Become a MacRumors Supporter for $50/year with no ads, ability to filter front page stories, and private forums.

nquinn

macrumors 6502a
Jun 25, 2020
829
621
I happen to have a relevant graph at hand...



Single-core performance has been improving at a very stable rate.

Interesting. I was glancing through some quick searches on geekbench and saw some 40% numbers, but maybe those aren't the best samples.

+20-25% this round would be nice but obviously isn't a massive game changer. I mostly just want something cool/quiet!
 

leman

macrumors Core
Original poster
Oct 14, 2008
19,521
19,677
+20-25% this round would be nice but obviously isn't a massive game changer. I mostly just want something cool/quiet!
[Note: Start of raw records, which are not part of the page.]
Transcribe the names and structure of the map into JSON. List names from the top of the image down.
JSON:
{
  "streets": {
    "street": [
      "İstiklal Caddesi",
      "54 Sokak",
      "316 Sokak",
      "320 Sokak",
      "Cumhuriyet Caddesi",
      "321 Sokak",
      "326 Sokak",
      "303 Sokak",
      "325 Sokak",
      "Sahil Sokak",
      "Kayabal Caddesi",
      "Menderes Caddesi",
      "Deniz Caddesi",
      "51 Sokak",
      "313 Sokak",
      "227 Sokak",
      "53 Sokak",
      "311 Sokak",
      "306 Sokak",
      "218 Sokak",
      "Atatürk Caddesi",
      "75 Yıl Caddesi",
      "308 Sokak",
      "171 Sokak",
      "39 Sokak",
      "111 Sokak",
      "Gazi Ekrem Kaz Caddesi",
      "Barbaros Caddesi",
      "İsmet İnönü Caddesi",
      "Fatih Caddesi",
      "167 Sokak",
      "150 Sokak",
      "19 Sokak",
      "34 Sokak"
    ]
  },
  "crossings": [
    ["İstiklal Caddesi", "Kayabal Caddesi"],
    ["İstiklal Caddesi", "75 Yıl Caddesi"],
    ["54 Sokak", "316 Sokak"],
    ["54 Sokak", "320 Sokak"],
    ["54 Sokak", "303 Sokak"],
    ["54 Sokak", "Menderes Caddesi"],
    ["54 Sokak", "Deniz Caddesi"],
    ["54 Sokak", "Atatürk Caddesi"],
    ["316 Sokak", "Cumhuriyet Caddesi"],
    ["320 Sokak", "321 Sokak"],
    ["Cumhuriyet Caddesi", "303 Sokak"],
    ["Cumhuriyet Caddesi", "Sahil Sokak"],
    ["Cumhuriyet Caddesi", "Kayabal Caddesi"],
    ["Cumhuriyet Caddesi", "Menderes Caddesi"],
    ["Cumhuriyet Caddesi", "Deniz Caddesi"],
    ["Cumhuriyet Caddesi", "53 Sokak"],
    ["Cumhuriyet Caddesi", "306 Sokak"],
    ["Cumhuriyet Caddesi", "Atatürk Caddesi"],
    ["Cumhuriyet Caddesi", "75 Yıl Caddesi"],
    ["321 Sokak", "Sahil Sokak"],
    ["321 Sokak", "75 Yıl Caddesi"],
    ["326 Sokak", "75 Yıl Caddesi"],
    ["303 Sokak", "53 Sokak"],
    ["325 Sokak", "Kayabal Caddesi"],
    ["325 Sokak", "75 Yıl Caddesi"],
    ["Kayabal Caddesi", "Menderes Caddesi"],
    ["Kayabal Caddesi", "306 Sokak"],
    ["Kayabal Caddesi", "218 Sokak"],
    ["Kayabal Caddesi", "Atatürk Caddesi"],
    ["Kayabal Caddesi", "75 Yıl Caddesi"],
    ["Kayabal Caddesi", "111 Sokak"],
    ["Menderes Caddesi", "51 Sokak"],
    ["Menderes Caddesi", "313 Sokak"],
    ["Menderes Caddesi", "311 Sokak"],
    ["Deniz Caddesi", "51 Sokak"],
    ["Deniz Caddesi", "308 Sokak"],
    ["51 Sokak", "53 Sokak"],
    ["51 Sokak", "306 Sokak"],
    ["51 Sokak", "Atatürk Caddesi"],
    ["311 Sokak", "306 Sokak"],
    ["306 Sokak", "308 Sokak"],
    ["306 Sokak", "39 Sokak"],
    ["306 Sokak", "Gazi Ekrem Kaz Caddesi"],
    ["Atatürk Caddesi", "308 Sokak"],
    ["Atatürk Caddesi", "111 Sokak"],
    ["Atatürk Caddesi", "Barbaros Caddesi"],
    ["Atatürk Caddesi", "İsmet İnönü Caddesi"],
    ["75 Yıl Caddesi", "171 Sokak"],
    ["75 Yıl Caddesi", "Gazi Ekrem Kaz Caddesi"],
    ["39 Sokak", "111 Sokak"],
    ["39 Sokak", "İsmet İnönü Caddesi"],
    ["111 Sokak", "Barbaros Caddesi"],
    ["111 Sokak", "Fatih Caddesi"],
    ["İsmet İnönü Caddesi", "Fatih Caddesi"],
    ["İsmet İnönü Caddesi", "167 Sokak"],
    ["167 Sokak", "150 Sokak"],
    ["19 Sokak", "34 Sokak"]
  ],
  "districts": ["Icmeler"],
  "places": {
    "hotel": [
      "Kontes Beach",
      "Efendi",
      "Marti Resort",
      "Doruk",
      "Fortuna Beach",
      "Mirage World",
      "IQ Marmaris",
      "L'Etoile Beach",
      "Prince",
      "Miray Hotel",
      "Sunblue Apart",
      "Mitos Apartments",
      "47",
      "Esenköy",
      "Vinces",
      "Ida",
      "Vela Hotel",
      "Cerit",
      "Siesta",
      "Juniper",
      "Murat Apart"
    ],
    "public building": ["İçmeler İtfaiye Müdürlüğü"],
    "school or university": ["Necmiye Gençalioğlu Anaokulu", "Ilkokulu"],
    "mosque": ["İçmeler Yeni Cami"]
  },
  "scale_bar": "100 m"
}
It would be for me. 20% more ST performance on top of faster memory interface will translate to at least 10-15% faster runtime for my work which is huge.
 

Fomalhaut

macrumors 68000
Oct 6, 2020
1,993
1,724
Interesting. I was glancing through some quick searches on geekbench and saw some 40% numbers, but maybe those aren't the best samples.

+20-25% this round would be nice but obviously isn't a massive game changer. I mostly just want something cool/quiet!
Bear in mind that this is 20-25% in single-core performance on top of what is already one of the best single-core performance benchmarks of *any* current CPU.

We could expect an 80-95% improvement in multi-core performance if there were 8 performance cores, even if these are the same first generation M1 core microarchitecture. If we have 8 cores of a second generation design, then we could easily have double the multi-core performance over current M1 models, which is a big deal for applications that are heavily multi-threaded.

That could put an 8+2 core MBP into the same performance bracket as a 16-core 2019 Mac Pro (c. 15,000 GB5) - which would be astonishing! https://browser.geekbench.com/mac-benchmarks
 
  • Like
Reactions: Roode

Jorbanead

macrumors 65816
Aug 31, 2018
1,209
1,438
I think that Apple would want more single core performance for their pro machines, and it is questionable whether Firestorm can be reliably clocked higher.
So the only solution to this then would be using 5nm+ cores, which means if these are going into MBP soon they would have already hit production earlier this year. It just seems odd we haven’t heard anything about 5nm+ chips until very recently. They would also be the very first 5nm+ chips anywhere.
 

leman

macrumors Core
Original poster
Oct 14, 2008
19,521
19,677
So the only solution to this then would be using 5nm+ cores, which means if these are going into MBP soon they would have already hit production earlier this year. It just seems odd we haven’t heard anything about 5nm+ chips until very recently. They would also be the very first 5nm+ chips anywhere.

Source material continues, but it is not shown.